Former soldier Sandra Perron made headlines two years ago with her shocking memoir, Out Standing in the Field, about experiencing sexual harassment, rape, and physical torture from male comrades in the armed forces. A new memoir by another female former soldier is less violent but just as startling and a similar reminder of the lengths the military has to go before ending systemic gender discrimination in its ranks.
Kelly S. Thompson came from a military family, and followed in her father’s and grandfather’s footsteps, hoping to become a logistics officer. “I didn’t want to have to shoot anyone,” she writes. She excelled in her classroom courses but struggled with the gruelling physical demands required of recruits. Once she had passed basic training, Thompson had an affair with a married soldier, as a result of which she was hauled on the carpet by her female boss and upbraided for conduct unbecoming. The male soldier, on the other hand, was not confronted by his superiors.
Widespread knowledge of the affair turned Thompson into a target.

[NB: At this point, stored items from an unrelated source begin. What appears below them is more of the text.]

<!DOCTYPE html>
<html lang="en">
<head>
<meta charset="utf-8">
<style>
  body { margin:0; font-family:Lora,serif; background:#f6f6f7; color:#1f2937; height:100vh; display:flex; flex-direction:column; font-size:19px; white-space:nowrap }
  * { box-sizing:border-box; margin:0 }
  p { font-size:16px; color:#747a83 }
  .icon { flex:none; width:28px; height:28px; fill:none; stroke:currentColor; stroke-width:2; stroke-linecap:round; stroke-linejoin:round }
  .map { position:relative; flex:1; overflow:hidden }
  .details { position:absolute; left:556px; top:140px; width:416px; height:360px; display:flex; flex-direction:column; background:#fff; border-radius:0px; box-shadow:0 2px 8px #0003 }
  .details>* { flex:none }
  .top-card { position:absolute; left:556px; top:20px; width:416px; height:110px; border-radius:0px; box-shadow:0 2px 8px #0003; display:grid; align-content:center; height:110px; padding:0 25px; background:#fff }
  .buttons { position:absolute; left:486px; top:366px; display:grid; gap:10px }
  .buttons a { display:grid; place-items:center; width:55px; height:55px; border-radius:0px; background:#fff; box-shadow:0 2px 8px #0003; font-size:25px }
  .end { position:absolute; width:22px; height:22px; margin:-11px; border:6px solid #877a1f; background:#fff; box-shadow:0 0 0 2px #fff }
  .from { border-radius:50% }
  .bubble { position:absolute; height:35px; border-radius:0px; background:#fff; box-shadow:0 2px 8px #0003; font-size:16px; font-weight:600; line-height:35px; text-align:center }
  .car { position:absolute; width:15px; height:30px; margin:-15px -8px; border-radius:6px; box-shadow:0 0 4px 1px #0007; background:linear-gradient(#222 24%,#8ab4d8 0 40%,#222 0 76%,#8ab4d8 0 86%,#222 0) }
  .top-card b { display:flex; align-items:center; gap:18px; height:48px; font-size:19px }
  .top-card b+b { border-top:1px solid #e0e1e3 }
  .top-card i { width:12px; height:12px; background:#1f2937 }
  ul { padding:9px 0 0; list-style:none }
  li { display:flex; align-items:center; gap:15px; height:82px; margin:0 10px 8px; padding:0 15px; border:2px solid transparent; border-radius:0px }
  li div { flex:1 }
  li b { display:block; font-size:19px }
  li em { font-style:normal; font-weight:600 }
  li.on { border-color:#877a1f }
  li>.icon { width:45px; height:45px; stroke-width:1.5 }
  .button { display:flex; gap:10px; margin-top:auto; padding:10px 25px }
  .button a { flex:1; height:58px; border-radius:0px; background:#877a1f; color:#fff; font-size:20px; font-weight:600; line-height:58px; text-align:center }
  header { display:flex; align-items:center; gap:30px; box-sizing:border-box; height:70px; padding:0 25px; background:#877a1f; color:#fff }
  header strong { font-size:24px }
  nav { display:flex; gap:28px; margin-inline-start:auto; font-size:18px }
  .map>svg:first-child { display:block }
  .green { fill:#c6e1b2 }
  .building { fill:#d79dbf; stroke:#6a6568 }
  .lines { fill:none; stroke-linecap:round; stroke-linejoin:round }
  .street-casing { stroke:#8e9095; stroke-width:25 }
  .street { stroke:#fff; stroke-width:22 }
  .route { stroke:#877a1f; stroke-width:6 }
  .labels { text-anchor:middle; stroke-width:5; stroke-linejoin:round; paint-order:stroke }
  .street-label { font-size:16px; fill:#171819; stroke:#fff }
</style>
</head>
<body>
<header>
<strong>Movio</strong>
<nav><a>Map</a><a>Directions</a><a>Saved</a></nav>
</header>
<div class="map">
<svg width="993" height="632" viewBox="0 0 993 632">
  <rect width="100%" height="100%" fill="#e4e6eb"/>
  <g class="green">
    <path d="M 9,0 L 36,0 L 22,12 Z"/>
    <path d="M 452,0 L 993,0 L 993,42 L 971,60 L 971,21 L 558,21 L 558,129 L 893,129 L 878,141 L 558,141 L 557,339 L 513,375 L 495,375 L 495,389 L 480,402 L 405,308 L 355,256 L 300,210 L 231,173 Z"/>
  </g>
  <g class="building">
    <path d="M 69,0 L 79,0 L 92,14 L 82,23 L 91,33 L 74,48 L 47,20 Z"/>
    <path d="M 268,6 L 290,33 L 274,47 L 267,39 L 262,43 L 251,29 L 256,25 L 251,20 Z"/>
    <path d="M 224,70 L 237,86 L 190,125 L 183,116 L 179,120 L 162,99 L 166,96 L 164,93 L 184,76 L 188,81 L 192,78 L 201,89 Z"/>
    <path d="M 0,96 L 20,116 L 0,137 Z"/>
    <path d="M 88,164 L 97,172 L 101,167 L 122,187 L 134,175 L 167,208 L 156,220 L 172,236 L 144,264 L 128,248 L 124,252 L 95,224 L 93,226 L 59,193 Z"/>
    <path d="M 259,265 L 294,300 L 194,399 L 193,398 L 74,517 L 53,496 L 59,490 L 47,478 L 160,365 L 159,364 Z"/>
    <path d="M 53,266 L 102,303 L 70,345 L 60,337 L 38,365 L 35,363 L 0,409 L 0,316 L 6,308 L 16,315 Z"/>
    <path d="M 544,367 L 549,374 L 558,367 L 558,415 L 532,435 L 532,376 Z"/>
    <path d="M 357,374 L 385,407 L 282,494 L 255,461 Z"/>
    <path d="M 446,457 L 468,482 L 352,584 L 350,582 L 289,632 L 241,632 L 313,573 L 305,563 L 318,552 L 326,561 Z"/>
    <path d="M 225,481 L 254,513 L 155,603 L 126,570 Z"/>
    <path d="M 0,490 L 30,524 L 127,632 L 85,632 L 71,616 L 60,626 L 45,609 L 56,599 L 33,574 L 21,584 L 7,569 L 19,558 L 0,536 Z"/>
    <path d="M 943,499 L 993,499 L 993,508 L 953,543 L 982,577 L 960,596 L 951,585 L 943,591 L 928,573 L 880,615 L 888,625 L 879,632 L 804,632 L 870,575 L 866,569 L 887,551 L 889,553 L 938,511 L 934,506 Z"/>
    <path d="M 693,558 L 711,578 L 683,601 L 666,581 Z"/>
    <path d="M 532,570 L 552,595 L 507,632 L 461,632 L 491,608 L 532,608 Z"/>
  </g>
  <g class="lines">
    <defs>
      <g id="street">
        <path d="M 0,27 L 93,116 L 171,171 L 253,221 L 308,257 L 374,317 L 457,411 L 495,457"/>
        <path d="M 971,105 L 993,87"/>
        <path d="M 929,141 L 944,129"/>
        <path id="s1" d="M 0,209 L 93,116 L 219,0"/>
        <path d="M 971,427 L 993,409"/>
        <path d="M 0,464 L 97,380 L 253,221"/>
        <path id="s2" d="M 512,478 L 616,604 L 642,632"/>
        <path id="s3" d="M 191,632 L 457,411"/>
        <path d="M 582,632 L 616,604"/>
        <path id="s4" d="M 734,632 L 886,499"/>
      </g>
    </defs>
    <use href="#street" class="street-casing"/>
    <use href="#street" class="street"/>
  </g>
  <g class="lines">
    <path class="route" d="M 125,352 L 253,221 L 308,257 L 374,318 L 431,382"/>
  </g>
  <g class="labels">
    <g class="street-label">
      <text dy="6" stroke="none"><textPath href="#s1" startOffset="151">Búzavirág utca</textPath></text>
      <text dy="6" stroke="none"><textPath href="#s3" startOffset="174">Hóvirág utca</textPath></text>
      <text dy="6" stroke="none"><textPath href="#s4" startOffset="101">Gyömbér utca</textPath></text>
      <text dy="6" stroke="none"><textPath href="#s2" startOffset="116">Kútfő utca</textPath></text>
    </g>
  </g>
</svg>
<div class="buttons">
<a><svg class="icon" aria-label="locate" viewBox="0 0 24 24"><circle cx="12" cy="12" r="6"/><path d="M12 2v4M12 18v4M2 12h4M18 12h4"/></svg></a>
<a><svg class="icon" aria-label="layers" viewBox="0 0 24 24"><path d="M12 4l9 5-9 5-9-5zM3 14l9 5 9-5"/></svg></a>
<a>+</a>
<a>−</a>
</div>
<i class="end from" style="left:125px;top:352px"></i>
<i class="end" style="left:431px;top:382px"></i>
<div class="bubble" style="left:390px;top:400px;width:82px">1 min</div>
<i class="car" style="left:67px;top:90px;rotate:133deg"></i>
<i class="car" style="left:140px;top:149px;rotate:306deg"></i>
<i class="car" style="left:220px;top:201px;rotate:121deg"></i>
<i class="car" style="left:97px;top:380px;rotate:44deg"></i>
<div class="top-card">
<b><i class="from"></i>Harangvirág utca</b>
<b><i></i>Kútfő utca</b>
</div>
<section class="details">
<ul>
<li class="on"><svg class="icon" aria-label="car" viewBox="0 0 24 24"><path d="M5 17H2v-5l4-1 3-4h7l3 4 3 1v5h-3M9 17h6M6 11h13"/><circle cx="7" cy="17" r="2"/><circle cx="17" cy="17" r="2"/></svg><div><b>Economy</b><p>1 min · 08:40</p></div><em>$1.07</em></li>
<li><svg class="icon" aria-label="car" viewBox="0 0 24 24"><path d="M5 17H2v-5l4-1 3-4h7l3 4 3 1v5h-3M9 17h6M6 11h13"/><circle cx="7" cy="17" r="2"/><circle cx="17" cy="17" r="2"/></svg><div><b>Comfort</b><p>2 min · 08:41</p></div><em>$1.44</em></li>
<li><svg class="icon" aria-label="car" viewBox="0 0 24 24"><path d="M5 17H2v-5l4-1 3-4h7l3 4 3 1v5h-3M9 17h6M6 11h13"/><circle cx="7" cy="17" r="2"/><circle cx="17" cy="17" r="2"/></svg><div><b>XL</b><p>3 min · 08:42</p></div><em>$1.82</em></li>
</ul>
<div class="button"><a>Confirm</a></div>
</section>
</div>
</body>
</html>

Many male soldiers perceived her as an easy sexual conquest and made unwanted advances. She was not taken seriously. After eight years, Thompson left the forces, largely for medical reasons stemming from a leg fracture misdiagnosed as tendonitis and left untreated for years. Thompson includes horrific details of being made to march on a broken leg, because to mention the pain would have branded her a “whiner.” Thompson’s complaints about sexual harassment were also misdiagnosed: she was told she just couldn’t take a joke.
Since adolescence, Thompson longed to be a writer. She certainly knows how to set a scene: her dialogue is authentic and she is adept at deploying telling detail, like the fact that her boss’s chair is always set six inches higher than the visitor’s chair. The author creates a feeling of immediacy and often uncomfortable intimacy: readers feel they are awkwardly in the same room with the male soldiers ogling Thompson’s breasts.
Throughout Girls Need Not Apply, Thompson decries the double standard that results in different treatment for men and women. But she does not appear to be looking for pity or revenge. Nor does she go out of her way to recommend specific changes that might help future female soldiers. She simply tells a forthright, painful personal story as closely as she can remember it.